Elsner began showing at Salt Lake City’s Phillips Gallery in 1974. Bonnie Phillips recalled visiting Elsner’s Logan studio a couple of times and having dinner at the Elsners’ home with her husband and gallery partner Denis. “I just felt a confidence in Larry’s understanding of art, in what he created, and the gentle way in which he transmitted information about it, whether it was a conceptual principled idea he was looking for in the shape of a horse or an abstract shape and how he did it. So, he was well-spoken about the way he intended to create a piece, with the substance of the idea behind it and how he went about doing that. And I thought, ‘he’s just a good teacher in person and through his work.’”

His majestic, ceramic horses have always been prized by collectors. They have personality, style and undeniable charm. With an Asian influence, particularly in their minimal color, they continue to hold their interest. His feline creations are endearing. His intriguing modernist pots are consistently studies in form over function and a delight to behold as their shapes mimic intricately decorated Aladdin’s lamps; simple hand-built rounded vessels where the clay’s beauty shines through; tall, elegant pieces with quite simple but fascinating decoration. Phillips even has examples of his strictly abstract work, which shares with all of his work,  an interest in elegant form.

Elsner died suddenly on March 27, 1990, at the age of 59. At the time, more than 700 pieces were collected for a major retrospective at the Nora Eccles Harrison Museum in Logan. Following his death, Elsner’s wife Yoko spent years cataloging his extensive collection and little of his work was seen publicly until Phillips Gallery staged a major show in 2015 (this article is adapted from one written at that time). Since then the gallery has exhibited Elsner’s work regularly, and you’ll find some prime examples of his elegantly crafted pieces in the gallery’s ceramics group show that opens for Gallery Stroll, Friday, March 21.

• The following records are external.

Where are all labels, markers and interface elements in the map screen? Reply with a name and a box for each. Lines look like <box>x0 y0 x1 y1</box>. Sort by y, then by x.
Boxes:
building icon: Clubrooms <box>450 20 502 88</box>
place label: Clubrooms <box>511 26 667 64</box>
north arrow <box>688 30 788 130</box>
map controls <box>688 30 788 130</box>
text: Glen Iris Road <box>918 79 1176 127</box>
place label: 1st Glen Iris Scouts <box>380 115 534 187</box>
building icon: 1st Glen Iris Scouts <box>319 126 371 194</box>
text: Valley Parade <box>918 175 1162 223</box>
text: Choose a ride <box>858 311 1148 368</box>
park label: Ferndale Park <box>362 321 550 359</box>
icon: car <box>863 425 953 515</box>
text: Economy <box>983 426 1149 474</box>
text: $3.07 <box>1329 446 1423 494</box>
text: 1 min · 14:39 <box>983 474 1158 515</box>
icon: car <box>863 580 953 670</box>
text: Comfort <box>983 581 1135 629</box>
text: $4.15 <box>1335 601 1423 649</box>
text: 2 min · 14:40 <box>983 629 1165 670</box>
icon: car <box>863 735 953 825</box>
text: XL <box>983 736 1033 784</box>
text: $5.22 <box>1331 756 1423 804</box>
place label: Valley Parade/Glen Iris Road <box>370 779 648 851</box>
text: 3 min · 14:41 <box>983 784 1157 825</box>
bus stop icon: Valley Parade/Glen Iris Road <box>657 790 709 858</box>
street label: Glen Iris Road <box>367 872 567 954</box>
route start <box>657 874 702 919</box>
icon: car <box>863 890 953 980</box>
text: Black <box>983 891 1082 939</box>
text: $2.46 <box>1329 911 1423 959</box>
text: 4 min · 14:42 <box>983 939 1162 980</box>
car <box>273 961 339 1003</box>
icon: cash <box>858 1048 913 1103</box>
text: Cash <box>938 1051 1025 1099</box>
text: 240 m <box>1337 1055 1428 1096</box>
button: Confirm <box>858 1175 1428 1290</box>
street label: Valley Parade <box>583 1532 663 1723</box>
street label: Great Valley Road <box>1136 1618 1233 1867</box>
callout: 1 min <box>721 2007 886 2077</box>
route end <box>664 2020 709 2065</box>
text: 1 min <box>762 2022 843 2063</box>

Go soon, unless you like a treasure hunt. Next week and only for next week, Phillips will host Interwoven Stories, a curated exhibit from the NCECA conference on their main floor. During that time, gallery director Meri DeCaria says, “We’ll be moving our regular artists wherever they fit throughout the rest of the building.”

 

Ceramics Group Show, Phillips Gallery, Salt Lake City, March 21-April 11. Gallery Stroll Reception: Friday, March 21, 6-9 pm.